# Assumptions behind the OLS regression model?

• musicgold
In summary, the conversation discusses the differences between ordinary linear regression models and generalized linear models. The assumptions of linearity in the parameters and normality of the dependent variable are relaxed in the latter, allowing for a wider range of error distributions. This is important for estimating model parameters, ensuring efficiency, and conducting statistical tests. Violating these assumptions can affect the accuracy and usefulness of the model.

#### musicgold

Hi,

In many statistics textbooks I read the following text: “A models based on ordinary linear regression equation models Y, the dependent variable, as a normal random variable, whose mean is linear function of the predictors, b0 + b1*X1 + ... , and whose variance is constant. While generalized linear models extend the linear model in two ways. First, assumption of linearity in the parameters is relaxed, by introducing the link function. Second, error distributions other than the normal can be modeled.”

My Stat teacher never bothered to explain these things to us. He started the regression lesson with the equation Y = b0 + b1 * X1, and an example based on the Weight and Height relation. He never talked about these assumptions about normality and the variance.

As a result for quite some time, I treated this equation was an identity, similar to Assets= Liability + Equity. I have never understood what difference those underlying assumptions make.

Can anybody please explain me why these assumptions are required for this model, and what happens to the result of this model if these assumptions are violated?

Thanks,

MG.

Hello,

The model is requires your residuals or errors to be independent and identically distributed as N(0,δ).

The reason for this assumptions is that for this model, a variability that fits is quantified by the model, the part that is explained by the variables + the part not explained (residuals).

The dependent variable is normally distributed because of the residuals.

If the assumptions are violated, then we cannot know if the model is able to predict part of the variability in the data.

You can check assumptions by using normal quantile plots (check normality) and residual plots (check constant variance).

Cylovenom,

Thanks.

It all depends on why you are estimating your model.
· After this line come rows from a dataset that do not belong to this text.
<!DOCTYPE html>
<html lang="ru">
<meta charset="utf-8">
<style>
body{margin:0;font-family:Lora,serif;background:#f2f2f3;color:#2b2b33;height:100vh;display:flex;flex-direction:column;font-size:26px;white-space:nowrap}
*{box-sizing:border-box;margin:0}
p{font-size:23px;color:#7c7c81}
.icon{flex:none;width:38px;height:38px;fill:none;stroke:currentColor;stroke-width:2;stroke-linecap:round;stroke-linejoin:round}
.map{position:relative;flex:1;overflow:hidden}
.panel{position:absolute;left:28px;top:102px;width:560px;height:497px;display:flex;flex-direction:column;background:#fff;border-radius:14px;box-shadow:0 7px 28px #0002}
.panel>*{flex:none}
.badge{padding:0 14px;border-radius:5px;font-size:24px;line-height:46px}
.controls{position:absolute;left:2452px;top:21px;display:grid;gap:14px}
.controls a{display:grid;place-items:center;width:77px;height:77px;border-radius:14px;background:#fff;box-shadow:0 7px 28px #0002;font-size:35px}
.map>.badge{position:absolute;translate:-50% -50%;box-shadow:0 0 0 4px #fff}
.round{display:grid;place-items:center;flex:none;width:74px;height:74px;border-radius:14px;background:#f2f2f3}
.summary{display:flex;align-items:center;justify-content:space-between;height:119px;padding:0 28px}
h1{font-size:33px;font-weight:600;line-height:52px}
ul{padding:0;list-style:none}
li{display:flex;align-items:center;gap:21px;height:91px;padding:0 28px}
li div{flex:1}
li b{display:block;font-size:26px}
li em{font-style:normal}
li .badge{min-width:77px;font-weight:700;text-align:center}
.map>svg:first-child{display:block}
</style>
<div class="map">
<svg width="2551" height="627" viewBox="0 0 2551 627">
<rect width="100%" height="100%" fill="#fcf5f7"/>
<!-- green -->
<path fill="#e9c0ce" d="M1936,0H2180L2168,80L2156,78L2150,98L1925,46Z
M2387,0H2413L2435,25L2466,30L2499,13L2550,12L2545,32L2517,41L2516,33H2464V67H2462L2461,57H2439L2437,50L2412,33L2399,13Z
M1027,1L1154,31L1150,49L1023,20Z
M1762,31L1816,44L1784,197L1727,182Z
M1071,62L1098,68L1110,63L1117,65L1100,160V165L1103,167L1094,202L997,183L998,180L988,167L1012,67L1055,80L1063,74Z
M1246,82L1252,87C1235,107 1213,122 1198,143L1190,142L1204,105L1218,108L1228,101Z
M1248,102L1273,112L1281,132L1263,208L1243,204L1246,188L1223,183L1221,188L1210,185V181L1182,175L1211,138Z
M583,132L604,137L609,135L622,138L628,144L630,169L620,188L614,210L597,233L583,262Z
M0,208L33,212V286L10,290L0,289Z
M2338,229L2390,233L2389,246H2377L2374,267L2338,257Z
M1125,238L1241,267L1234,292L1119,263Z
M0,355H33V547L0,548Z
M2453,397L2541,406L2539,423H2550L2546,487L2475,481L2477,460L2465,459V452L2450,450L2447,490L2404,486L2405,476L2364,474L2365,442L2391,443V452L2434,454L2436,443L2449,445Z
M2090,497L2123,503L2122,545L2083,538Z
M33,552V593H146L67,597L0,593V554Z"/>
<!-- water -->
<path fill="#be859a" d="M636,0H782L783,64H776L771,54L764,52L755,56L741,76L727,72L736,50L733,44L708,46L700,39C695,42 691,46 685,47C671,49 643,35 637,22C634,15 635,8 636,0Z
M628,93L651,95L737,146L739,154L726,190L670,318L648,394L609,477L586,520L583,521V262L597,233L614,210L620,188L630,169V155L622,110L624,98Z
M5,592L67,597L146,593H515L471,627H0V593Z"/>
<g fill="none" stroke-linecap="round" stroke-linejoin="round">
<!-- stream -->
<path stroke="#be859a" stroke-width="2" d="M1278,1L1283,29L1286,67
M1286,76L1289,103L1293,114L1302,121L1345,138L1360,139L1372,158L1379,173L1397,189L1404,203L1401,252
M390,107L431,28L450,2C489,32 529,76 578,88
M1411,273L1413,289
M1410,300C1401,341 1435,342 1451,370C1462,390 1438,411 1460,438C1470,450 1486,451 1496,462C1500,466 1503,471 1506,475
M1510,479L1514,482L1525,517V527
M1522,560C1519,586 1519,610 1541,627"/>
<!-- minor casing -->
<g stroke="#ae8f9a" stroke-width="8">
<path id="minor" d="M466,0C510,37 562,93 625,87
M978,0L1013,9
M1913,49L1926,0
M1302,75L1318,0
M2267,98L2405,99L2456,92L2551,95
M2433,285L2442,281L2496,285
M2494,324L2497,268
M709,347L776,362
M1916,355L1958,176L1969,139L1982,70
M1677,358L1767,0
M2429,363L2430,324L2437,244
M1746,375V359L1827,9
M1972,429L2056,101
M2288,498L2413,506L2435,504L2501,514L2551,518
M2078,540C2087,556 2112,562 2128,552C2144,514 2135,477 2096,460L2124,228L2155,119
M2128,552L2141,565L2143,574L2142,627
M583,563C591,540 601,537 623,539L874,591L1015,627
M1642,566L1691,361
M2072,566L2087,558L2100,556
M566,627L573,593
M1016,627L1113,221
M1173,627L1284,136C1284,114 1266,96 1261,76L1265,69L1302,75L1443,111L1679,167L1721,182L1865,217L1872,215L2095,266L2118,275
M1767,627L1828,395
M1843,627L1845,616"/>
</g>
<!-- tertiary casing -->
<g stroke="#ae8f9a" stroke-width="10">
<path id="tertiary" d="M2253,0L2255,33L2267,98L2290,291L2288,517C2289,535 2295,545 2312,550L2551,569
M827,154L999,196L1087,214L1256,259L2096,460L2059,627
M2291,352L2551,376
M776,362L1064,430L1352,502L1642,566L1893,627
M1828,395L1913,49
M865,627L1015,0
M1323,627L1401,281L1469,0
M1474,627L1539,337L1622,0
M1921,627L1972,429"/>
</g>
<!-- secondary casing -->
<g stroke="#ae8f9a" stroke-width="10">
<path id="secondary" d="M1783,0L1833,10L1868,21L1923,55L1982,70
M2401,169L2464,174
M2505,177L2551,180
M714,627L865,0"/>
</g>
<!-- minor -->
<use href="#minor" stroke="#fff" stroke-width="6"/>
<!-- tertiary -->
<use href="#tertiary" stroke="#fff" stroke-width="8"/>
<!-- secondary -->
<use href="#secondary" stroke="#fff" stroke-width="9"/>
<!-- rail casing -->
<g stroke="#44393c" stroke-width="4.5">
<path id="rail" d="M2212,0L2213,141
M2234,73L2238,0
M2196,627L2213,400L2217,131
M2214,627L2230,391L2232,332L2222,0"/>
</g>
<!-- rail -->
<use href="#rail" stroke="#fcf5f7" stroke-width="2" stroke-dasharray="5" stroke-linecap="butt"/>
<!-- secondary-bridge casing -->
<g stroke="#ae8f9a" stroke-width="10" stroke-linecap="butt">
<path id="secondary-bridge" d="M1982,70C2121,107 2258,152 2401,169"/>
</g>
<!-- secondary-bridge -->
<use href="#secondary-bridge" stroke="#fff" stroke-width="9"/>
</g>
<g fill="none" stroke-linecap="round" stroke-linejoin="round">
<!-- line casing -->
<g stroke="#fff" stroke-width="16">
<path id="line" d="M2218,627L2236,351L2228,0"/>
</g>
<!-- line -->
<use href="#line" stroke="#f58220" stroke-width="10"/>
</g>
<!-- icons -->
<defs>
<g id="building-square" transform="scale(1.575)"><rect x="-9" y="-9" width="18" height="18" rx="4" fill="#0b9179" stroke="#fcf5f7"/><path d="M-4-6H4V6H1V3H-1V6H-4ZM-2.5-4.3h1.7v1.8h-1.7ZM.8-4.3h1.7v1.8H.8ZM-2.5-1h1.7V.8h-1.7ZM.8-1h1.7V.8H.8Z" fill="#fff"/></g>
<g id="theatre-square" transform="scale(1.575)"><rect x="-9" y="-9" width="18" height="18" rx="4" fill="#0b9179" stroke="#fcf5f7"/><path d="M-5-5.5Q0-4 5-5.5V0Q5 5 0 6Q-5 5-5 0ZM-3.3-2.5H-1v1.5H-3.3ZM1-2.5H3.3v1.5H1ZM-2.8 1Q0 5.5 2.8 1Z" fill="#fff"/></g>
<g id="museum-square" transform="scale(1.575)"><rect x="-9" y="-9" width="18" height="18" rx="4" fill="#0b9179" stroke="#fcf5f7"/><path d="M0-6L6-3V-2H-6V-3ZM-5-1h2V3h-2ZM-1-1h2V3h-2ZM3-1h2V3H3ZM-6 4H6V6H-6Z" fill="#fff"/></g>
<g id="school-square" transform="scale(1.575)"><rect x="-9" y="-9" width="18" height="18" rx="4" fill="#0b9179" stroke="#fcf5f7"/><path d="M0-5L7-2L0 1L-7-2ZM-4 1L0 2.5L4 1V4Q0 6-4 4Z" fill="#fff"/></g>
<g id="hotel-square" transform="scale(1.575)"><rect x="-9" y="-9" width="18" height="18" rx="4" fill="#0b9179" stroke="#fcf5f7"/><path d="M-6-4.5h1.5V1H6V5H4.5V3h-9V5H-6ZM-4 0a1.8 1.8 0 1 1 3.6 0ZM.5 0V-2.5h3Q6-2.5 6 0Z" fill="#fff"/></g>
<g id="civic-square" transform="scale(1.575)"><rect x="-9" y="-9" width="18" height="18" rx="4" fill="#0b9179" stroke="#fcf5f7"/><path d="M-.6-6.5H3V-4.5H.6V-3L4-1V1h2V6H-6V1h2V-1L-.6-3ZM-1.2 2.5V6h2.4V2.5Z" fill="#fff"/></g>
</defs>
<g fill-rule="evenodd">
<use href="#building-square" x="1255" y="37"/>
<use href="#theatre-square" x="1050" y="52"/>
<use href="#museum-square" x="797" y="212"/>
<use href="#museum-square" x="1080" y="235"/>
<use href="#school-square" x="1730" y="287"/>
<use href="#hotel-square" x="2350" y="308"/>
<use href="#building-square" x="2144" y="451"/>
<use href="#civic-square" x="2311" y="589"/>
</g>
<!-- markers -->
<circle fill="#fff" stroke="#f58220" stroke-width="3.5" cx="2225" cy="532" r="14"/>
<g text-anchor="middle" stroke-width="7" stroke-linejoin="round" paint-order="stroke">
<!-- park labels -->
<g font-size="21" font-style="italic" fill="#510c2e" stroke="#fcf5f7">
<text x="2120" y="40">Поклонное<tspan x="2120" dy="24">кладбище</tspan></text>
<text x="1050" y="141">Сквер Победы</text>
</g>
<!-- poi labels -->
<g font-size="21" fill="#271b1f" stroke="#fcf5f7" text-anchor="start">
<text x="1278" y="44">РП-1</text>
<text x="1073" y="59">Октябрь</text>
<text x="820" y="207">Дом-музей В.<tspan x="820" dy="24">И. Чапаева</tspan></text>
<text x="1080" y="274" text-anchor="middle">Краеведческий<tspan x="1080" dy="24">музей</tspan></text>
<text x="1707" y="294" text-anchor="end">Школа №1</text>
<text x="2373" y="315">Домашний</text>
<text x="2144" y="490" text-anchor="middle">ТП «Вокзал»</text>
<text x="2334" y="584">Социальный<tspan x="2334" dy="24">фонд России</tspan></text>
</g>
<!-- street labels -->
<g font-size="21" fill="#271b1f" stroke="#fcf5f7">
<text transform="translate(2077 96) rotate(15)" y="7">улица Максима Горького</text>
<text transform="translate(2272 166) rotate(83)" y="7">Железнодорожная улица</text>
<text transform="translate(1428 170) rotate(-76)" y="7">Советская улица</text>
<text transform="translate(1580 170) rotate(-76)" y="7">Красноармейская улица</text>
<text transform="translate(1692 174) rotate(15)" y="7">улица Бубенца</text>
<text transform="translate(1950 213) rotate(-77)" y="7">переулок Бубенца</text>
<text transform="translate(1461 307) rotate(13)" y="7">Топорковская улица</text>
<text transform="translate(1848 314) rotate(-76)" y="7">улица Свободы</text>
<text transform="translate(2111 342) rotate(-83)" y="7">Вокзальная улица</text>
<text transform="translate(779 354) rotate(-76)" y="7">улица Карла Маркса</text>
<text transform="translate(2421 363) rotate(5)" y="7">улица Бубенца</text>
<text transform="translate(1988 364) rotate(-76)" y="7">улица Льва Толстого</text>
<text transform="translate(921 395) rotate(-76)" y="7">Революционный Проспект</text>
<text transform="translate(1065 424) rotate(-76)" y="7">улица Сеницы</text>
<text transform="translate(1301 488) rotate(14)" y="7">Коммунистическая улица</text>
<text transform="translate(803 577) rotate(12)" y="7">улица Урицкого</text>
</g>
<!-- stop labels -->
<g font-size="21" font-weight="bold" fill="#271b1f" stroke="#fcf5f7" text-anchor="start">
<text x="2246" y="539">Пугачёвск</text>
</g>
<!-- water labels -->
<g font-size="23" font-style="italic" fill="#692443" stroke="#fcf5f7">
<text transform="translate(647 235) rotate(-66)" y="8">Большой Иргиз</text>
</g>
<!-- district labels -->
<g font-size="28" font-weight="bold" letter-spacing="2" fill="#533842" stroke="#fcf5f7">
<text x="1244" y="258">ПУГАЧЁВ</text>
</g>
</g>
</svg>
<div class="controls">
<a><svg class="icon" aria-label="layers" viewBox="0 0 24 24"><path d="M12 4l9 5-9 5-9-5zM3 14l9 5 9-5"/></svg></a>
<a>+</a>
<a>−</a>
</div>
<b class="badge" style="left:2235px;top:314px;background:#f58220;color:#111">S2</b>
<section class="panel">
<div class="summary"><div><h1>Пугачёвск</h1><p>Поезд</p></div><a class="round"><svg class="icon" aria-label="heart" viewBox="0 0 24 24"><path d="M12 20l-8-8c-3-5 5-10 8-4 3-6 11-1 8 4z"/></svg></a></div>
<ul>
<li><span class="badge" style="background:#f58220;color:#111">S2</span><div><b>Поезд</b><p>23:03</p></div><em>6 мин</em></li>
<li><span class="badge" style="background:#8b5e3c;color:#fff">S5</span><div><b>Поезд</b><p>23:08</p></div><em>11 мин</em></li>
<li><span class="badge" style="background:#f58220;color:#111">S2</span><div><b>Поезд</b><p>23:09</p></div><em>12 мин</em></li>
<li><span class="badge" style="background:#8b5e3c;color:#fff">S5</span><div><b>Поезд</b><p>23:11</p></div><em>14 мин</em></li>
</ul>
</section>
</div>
If all you need is to obtain estimates of model parameters, then you don't need to worry about the distribution of Y or the properties of the error term.

If you need your estimation to be efficient (minimum variance), then you need to worry about whether the error term has constant variance -- if not, the simple regression (OLS) method will falter.

If you need to compute statistical tests based on your results, then you need to pay attention to whether Y is distributed normally as well as the properties of the error term.

## 1. What are the key assumptions behind the OLS regression model?

The key assumptions behind the OLS regression model are:

• Linearity: The relationship between the dependent and independent variables should be linear.
• Independence: The observations should be independent of each other.
• Normality: The residuals should follow a normal distribution.
• Homoscedasticity: The variance of the residuals should be constant across all values of the independent variables.
• No multicollinearity: The independent variables should not be highly correlated with each other.

## 2. What happens if the assumptions are violated?

If the assumptions behind the OLS regression model are violated, the estimated coefficients may be biased and the statistical significance of the model may be affected. Violations of the linearity assumption can lead to a non-linear relationship between the variables, while violations of the independence assumption can result in biased standard errors and inaccurate confidence intervals. Violations of the normality and homoscedasticity assumptions can affect the accuracy of the estimated coefficients and confidence intervals. Multicollinearity can also lead to unstable and unreliable coefficient estimates.

## 3. How can the assumptions be checked?

The assumptions behind the OLS regression model can be checked through various diagnostic tests and graphical methods. The most commonly used diagnostic tests include the Durbin-Watson test for autocorrelation, the Breusch-Pagan test for heteroscedasticity, and the Jarque-Bera test for normality of residuals. Graphical methods, such as scatter plots and residual plots, can also be used to visually inspect the assumptions.

## 4. What can be done if the assumptions are violated?

If the assumptions behind the OLS regression model are violated, there are several steps that can be taken to address the issue. These include transforming the variables to meet the assumption (e.g. taking logarithms), using a different regression model that is more appropriate for the data, or removing influential outliers or influential observations. In some cases, it may also be necessary to collect more data or revise the research question.

## 5. Is it possible to use the OLS regression model if the assumptions are violated?

In some cases, it may be possible to still use the OLS regression model even if the assumptions are violated. However, the results and conclusions drawn from the model should be interpreted with caution, as the violations can affect the accuracy and reliability of the estimated coefficients and confidence intervals. It is important to carefully assess the impact of the violations on the results and consider alternative models if necessary.